Now substitute "human rights group" for "journalist" and "secret police" for
"spooks" and you can see why this is a problem.  Non-commercial PGP has always
been by geeks, for geeks, with features more important than minor
considerations like usability.  Who cares if there are 146 semi-documented,
vaguely-defined command-line options, look at the algorithm choices!  If you
want to use some obscure hash algorithm which was fasionable for 2 months in
1997, you can, and who cares if it takes you half an hour, the FAQ, the
manpage, and an online search to figure out how to encrypt a file?

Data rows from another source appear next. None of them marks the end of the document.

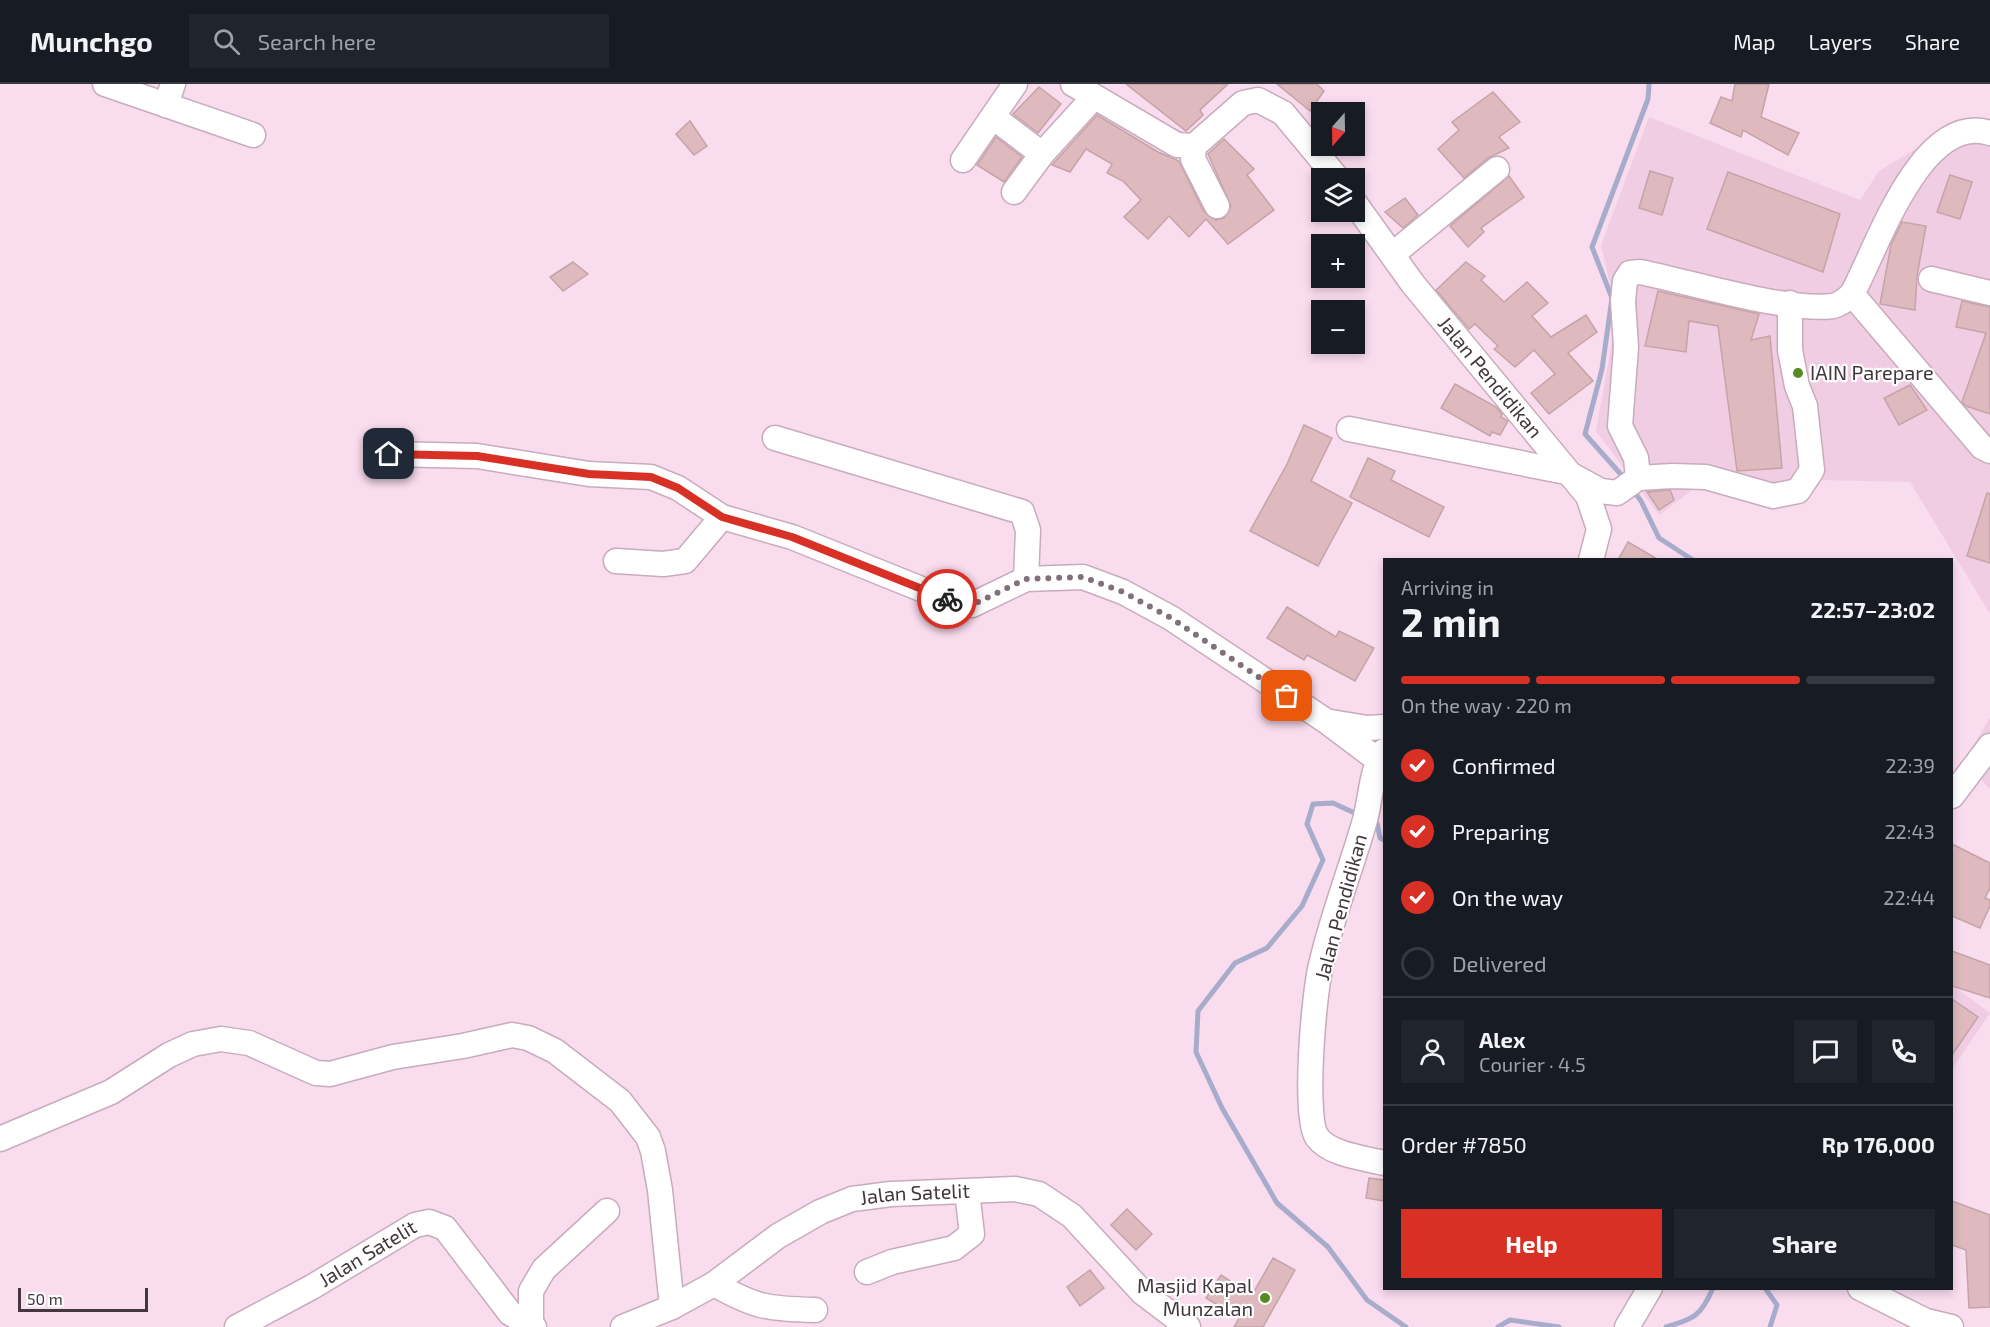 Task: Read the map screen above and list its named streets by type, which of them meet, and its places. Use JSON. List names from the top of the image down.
{
  "streets": {
    "street": ["Jalan Pendidikan", "Jalan Satelit"]
  },
  "places": ["IAIN Parepare", "Masjid Kapal Munzalan"],
  "scale_bar": "50 m",
  "north": "bottom",
  "page": {
    "header": "Munchgo",
    "search": "Search here",
    "nav": ["Map", "Layers", "Share"],
    "map_buttons": ["+", "−"],
    "heading": ["2 min", "Arriving in", "22:57–23:02"],
    "panel": [
      "Alex",
      "Courier · 4.5",
      "Order #7850",
      "Rp 176,000"
    ],
    "bar": "On the way · 220 m",
    "list": [
      ["Confirmed", "22:39"],
      ["Preparing", "22:43"],
      ["On the way", "22:44"],
      "Delivered"
    ],
    "buttons": ["Help", "Share"],
    "scale": "50 m"
  }
} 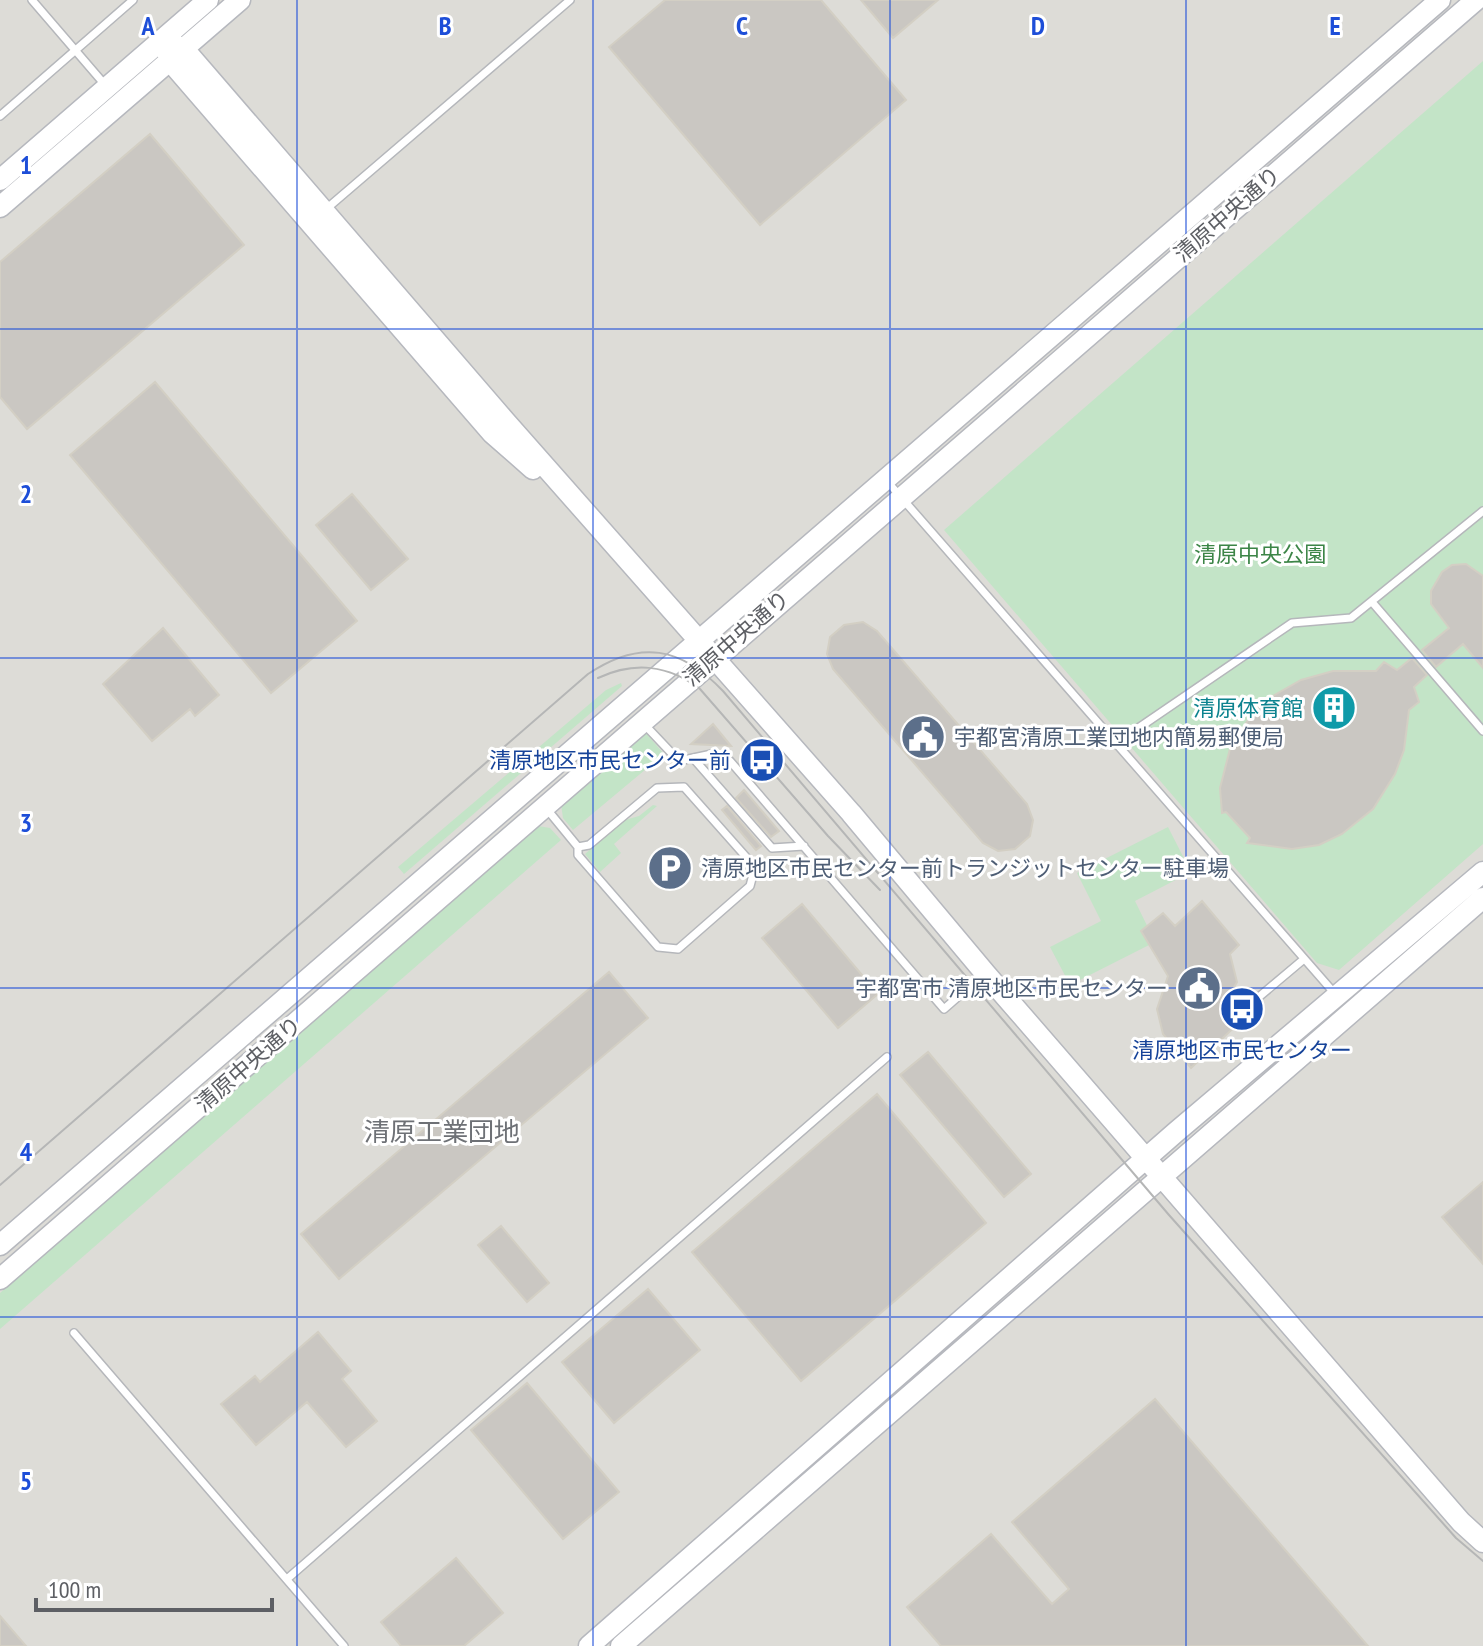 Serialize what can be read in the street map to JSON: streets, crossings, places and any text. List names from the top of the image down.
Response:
{
  "streets": {
    "street": ["清原中央通り"]
  },
  "districts": ["清原工業団地"],
  "parks": ["清原中央公園"],
  "places": {
    "building": ["清原体育館"],
    "public building": ["宇都宮清原工業団地内簡易郵便局", "宇都宮市 清原地区市民センター"],
    "bus stop": ["清原地区市民センター前", "清原地区市民センター"],
    "parking": ["清原地区市民センター前トランジットセンター駐車場"]
  },
  "scale_bar": "100 m",
  "grid": {
    "columns": [
      "A",
      "B",
      "C",
      "D",
      "E"
    ],
    "rows": [
      "1",
      "2",
      "3",
      "4",
      "5"
    ]
  }
} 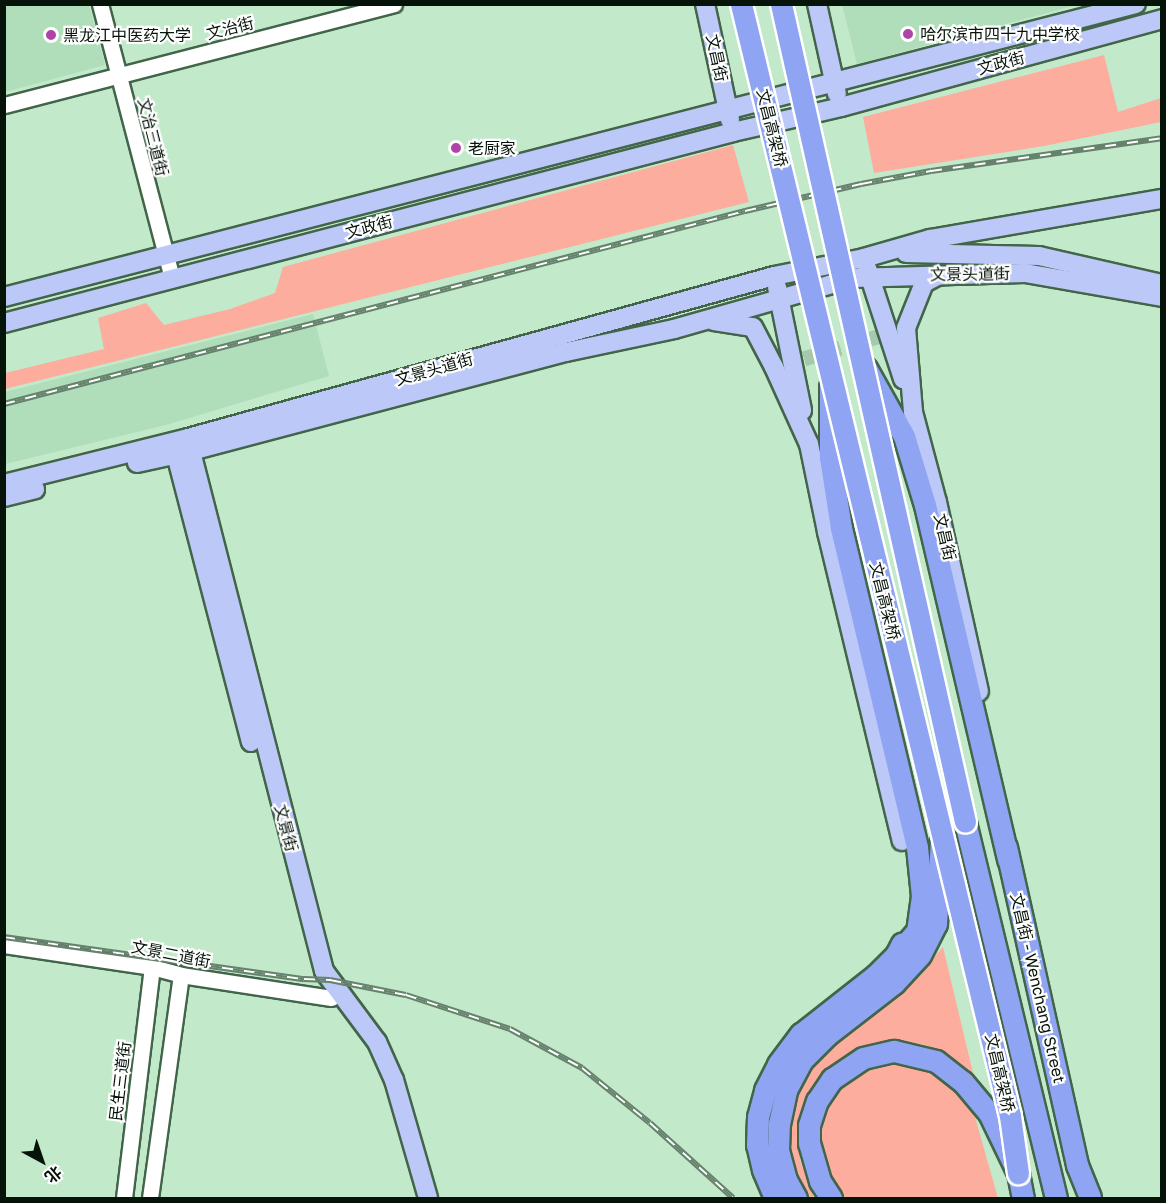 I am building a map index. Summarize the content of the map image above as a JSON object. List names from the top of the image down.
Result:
{
  "streets": {
    "highway": ["文昌街", "文昌高架桥", "文昌街 - Wenchang Street"],
    "main road": ["文政街", "文景头道街", "文景街"],
    "street": [
      "文治街",
      "文治三道街",
      "文景二道街",
      "民生三道街"
    ]
  },
  "crossings": [
    ["文治街", "文治三道街"],
    ["文昌街", "文政街"],
    ["文昌街", "文景头道街"],
    ["文昌街", "文昌街 - Wenchang Street"],
    ["文政街", "文治三道街"],
    ["文景头道街", "文景街"],
    ["文景街", "文景二道街"],
    ["文景二道街", "民生三道街"]
  ],
  "places": ["哈尔滨市四十九中学校", "黑龙江中医药大学", "老厨家"],
  "north": "bottom right"
}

That's why non-commercial crypto will always struggle to find mainstream
acceptance.  Doing the crypto engine is (relatively) easy, and fun, and there
are lots of people willing to help.  Doing the UI components is dreary and
boring, and no-one is interested because they've just spotted a hash algorithm
published in the Journal of the Bratislavian Philological Society in 1978 which
they urgently need to add support for.

(Although I don't use Windows mailers, I've heard nice things about The Bat,
 http://www.ritlabs.com/the_bat/features.html, which has built-in PGP support.
 Apparently at some point Pegasus Mail, http://www.pmail.com, will have built-
 in PGP and S/MIME support as well).

Peter.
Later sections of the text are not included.